If the server goes down in the middle of a rsync process, I think it would stop immediately and exit with an error, but I'm not sure (never experienced this before).


----------



## scavern (Sep 2, 2009)

Thanks. My worst fear is that something happens in the middle of copying, and then I am left with two unusable servers. Although I suppose a way around this would be to copy the files to a temporary location first. Does anyone have any links to some decent rsync tutorials ?


----------



## dennylin93 (Sep 2, 2009)

Usually, the situation doesn't get that bad. With UFS, data is rarely lost. Even if your master goes down, most of the files should still be intact (perhaps a few runs of fsck might be needed). ZFS has built-in checksumming, but since I don't use it for production, I can't say if it's good or not (some of the other users are saying that it's fabulous though).

A safer option might be to make a snapshot and rsync that instead. This is feasible with both ZFS and UFS.

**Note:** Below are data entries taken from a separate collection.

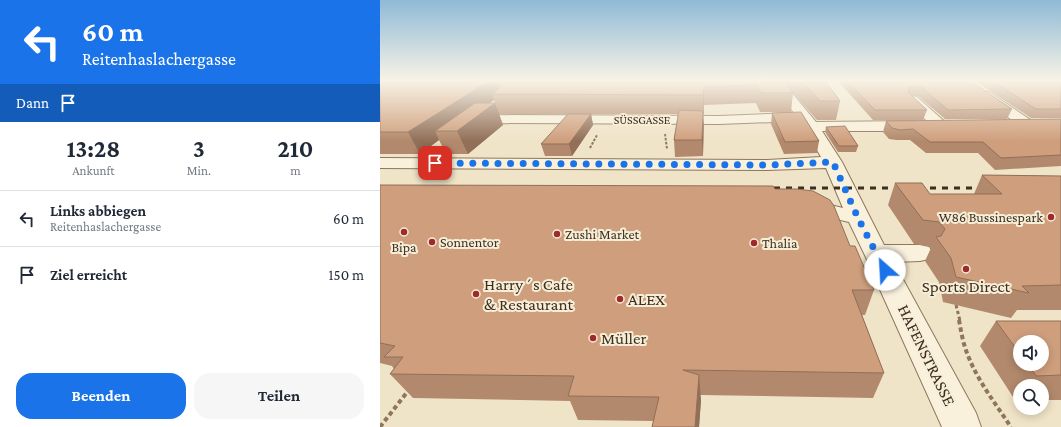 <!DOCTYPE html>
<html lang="de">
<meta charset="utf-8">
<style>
:root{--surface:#fff;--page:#f6f6f7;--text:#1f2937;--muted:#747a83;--line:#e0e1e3;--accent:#1a73e8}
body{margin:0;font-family:"Crimson Pro",serif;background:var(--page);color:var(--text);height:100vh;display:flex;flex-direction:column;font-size:15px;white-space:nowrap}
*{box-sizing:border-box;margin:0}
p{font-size:13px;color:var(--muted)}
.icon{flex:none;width:22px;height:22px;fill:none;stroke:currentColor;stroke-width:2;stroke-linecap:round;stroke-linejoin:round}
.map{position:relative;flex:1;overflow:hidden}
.side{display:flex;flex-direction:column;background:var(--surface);width:380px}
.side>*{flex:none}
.banner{background:#1a73e8;color:#fff;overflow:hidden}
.fabs{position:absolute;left:633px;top:335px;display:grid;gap:8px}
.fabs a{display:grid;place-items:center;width:36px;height:36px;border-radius:50%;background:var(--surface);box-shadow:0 2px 10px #0003;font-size:20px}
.pin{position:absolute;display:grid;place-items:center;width:34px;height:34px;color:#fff;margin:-17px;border-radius:8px;box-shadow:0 2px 6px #0006}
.me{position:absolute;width:44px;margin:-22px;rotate:334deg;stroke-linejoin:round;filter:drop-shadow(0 0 3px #0008)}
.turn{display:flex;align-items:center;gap:14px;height:84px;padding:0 16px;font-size:18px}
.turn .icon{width:52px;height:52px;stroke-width:2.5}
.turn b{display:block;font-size:28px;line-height:34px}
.then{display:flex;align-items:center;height:38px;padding:0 16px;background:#0003;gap:8px;font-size:15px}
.eta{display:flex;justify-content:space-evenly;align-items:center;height:68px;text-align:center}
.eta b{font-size:24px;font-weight:700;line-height:28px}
.button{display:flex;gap:8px;margin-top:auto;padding:8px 16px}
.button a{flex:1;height:46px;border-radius:16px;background:var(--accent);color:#fff;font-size:16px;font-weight:700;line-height:46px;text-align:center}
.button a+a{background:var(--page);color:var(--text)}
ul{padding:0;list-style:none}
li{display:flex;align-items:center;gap:12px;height:56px;padding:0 16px;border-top:1px solid var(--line)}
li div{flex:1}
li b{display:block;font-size:15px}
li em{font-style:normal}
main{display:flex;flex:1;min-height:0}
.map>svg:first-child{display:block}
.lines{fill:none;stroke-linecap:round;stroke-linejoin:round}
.minor-casing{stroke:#8d765c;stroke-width:2}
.path-far2{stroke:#8d765c;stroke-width:2;stroke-dasharray:2.5 1.5;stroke-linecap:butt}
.path-far1{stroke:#8d765c;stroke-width:3;stroke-dasharray:3.5 2.5;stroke-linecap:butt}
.path{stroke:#8d765c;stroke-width:4;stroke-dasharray:4.5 3;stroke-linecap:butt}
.minor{fill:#faf1dc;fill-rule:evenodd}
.rail{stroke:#3d2e20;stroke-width:3;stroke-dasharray:6 6;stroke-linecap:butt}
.wall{fill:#b2896c;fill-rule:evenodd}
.shaded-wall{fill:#916f58}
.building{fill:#cf9f7d;stroke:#916f58}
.route{stroke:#1a73e8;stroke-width:7;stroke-dasharray:0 12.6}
.poi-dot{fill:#9e2a2b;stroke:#f7eed8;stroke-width:1.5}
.labels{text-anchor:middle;stroke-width:4;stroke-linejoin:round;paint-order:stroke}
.far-street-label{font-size:12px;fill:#3d2e20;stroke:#f7eed8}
.poi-label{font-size:14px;fill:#3d2e20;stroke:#f7eed8;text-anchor:start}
.near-poi-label{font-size:17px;fill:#3d2e20;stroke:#f7eed8;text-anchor:start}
.near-street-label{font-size:17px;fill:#3d2e20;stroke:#f7eed8}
</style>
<main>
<section class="side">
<div class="banner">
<div class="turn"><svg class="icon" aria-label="left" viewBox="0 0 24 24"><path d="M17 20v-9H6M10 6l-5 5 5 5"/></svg><div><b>60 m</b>Reitenhaslachergasse</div></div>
<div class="then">Dann<svg class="icon" aria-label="arrive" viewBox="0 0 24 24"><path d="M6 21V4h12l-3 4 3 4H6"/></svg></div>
</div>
<div class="eta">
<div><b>13:28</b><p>Ankunft</p></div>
<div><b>3</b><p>Min.</p></div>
<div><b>210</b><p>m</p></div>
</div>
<ul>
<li><svg class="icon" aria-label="left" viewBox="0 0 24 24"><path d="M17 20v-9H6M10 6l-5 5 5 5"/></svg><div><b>Links abbiegen</b><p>Reitenhaslachergasse</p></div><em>60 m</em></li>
<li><svg class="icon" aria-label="arrive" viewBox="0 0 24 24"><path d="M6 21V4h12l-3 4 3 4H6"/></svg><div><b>Ziel erreicht</b></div><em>150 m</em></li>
</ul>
<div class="button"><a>Beenden</a><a>Teilen</a></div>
</section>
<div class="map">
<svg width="681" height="427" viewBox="0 0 681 427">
<rect width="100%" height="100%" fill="#f0e4c8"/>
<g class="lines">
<defs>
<path id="minor" d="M 390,81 L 402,81 L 436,122 L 534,121 L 539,123 L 542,126 L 539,129 L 534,131 L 442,131 L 462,162 L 504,245 L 540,245 L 549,247 L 553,253 L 549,259 L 540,261 L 514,262 L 518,270 L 516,274 L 521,276 L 525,283 L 596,413 L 601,427 L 562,427 L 497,283 L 500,278 L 496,277 L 492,270 L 469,222 L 421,211 L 418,206 L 421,201 L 429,200 L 463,208 L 446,168 L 387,170 L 0,168 L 0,158 L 387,160 L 441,157 L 420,121 L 339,124 L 99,123 L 94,122 L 92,119 L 94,116 L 99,115 L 339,116 L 414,113 Z
M 605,91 L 609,92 L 652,121 L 654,124 L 652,127 L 647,128 L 642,127 L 601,98 L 599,95 L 601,92 Z
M 532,96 L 537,97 L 566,123 L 569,126 L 566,129 L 561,131 L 556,129 L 527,103 L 526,100 L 527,97 Z"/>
</defs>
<use href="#minor" class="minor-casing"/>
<path class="path-far2" d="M 285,134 L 287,149
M 210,148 L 217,135"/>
<path class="path-far1" d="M 576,305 L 580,321"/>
<path class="path" d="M 579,320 C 581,331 583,343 587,353 C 597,380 615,403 631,427
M 0,427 L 28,391"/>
<use href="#minor" class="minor"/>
<path class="rail" d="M 382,188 L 608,188"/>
</g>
<path class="wall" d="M 0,81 L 445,81 L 460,101 L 456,120 L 437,120 L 413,93 L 411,112 L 380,112 L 376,103 L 324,105 L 324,114 L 323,114 L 323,156 L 295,157 L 294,140 L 298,114 L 119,114 L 123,125 L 88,154 L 66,154 L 59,140 L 40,154 L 0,154 ZM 114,100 L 115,103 L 110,103 Z
M 458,81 L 590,81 L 632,109 L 627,119 L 565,119 L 538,96 L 531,96 L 547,110 L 543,120 L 493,120 Z
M 595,81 L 681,81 L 681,118 L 651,118 Z
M 392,113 L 439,141 L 437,153 L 404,154 L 391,124 Z
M 211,114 L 213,125 L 192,156 L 165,156 L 161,144 Z
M 681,119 L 681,166 L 615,170 L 598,153 L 546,153 L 530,140 L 517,140 L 509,139 L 503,132 L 506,121 Z
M 446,127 L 478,146 L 476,152 L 458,152 L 445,132 Z
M 602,175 L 681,176 L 681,310 L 637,310 L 631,318 L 563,302 L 559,282 L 545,261 L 551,248 L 549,246 L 534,244 L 508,205 L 515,183 L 550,194 L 594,194 Z
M 0,185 L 395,189 L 470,246 L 494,290 L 485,315 L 482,315 L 504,373 L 493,398 L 320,395 L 321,400 L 319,427 L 272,427 L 274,421 L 198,420 L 190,401 L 33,398 L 10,374 L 14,369 L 12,366 L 0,363 Z
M 616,321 L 681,321 L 681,400 L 662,400 L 662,386 L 640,386 L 640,400 L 635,400 L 600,346 ZM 640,342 L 662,364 L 640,364 Z"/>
<path class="shaded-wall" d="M 109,81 L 119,81 L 123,94 L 112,94 L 114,100 L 72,131 L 55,131 L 59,140 L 40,154 L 28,132 Z
M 324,87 L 324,114 L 323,95 Z
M 115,103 L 123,125 L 88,154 L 77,131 Z
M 323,111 L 324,125 L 323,156 L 322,140 Z
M 211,114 L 213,125 L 192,156 L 189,144 Z
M 319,375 L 321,400 L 319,427 L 315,427 Z"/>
<path class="building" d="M 0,81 L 109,81 L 28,132 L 0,132 Z
M 128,81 L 404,81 L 413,93 L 381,93 L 377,85 L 324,87 L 323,95 L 112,94 Z
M 421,81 L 445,81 L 460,101 L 440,101 Z
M 467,81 L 590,81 L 632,109 L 568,110 L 541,87 L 530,87 L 528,92 L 547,110 L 495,110 Z
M 612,81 L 681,81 L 681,109 L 656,109 Z
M 95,103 L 115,103 L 77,131 L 55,131 Z
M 299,110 L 323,111 L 322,140 L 294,140 Z
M 421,112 L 439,141 L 405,142 L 392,113 Z
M 188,114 L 211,114 L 189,144 L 161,144 Z
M 681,119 L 681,155 L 621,158 L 603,142 L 550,142 L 533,129 L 520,130 L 512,128 L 506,121 Z
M 465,126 L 478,146 L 459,146 L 446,127 Z
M 602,175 L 681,176 L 681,285 L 642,286 L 649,293 L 576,277 L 571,258 L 556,237 L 561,236 L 565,229 L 559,222 L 543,220 L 515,183 L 542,183 L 550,194 L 622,194 Z
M 0,185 L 393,186 L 395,189 L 417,189 L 433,191 L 450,200 L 454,206 L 470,246 L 475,246 L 494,290 L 472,290 L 504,373 L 303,370 L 319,375 L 315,427 L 272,427 L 279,397 L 188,396 L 194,376 L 10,374 L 23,357 L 4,357 L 15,346 L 0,343 Z
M 616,321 L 681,321 L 681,375 L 656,376 L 648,364 L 662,364 L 662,342 L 640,342 L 640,354 Z"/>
<linearGradient id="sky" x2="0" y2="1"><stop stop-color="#8fbad6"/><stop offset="0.57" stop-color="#f8f3e6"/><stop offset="1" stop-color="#f8f3e6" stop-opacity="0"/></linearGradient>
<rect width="681" height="141" fill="url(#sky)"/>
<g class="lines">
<path class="route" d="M 55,163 L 387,165 L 453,162 L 478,218 L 505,270"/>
</g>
<g class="poi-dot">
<circle cx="671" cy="217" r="4"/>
<circle cx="24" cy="232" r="4"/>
<circle cx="177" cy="234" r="4"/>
<circle cx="52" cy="242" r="4"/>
<circle cx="374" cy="243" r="4"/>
<circle cx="586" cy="269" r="4"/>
<circle cx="96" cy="294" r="4"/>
<circle cx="240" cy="299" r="4"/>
<circle cx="213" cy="338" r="4"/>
</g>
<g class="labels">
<g class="far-street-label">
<text x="262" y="124">SÜSSGASSE</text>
</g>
<g class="poi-label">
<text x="663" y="222" text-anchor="end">W86 Bussinespark</text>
<text x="185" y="239">Zushi Market</text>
<text x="60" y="247">Sonnentor</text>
<text x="382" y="248">Thalia</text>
<text x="24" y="252" text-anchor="middle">Bipa</text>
</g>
<g class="near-poi-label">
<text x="104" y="290">Harry´s Cafe<tspan x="104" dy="20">&amp; Restaurant</tspan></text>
<text x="586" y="292" text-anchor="middle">Sports Direct</text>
<text x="248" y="305">ALEX</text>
<text x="221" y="344">Müller</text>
</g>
<g class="near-street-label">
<text transform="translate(547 355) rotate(64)" y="6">HAFENSTRASSE</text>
</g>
</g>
</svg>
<div class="fabs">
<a><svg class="icon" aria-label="sound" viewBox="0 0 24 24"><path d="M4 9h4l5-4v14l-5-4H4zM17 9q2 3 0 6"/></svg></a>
<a><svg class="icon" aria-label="search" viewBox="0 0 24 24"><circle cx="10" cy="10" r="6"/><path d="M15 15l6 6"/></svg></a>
</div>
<div class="pin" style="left:55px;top:163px;background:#d93025"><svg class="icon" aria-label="arrive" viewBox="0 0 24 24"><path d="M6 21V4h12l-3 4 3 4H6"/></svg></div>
<svg class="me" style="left:505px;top:270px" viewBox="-20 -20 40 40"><circle r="19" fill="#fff"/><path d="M0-13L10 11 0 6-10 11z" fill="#1a73e8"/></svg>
</div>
</main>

There's a tutorial about backups using UFS and ZFS in the Howtos & FAQs section: Remote backups server using FreeBSD, ZFS, and Rsync. Another tutorial about rsync and SSH.


----------



## DutchDaemon (Sep 2, 2009)

sysutils/rsnapshot


----------



## scavern (Sep 2, 2009)

Great - thanks everyone. I'll do some reading up on rsync + rsnapshot and then test it out.


----------



## mix_room (Sep 3, 2009)

I'm going to go ahead and say that rsync/rsnapshot may not be the best solution. Depends on what you REALLY want/need. 

Do you have the time or ability to manually switch over, or must this be handled automatically. If all you need is a backup which can be switched over within a few minutes/hours then by all means go with rsnaphost/rsync. 

However: if you require a hot-standby then perhaps something such as sysutils/heartbeat might be something for you: http://linux-ha.org/


----------



## scavern (Sep 3, 2009)

The ideal solution would be the hot-standby - but the question then is how do I ensure that the backup server has a copy of all the data on the primary server at any time ?

I can afford a few minutes -not hours downtime.


----------



## DutchDaemon (Sep 3, 2009)

Can you afford a SAN/NAS solution, i.e. a shared/common back-end?


----------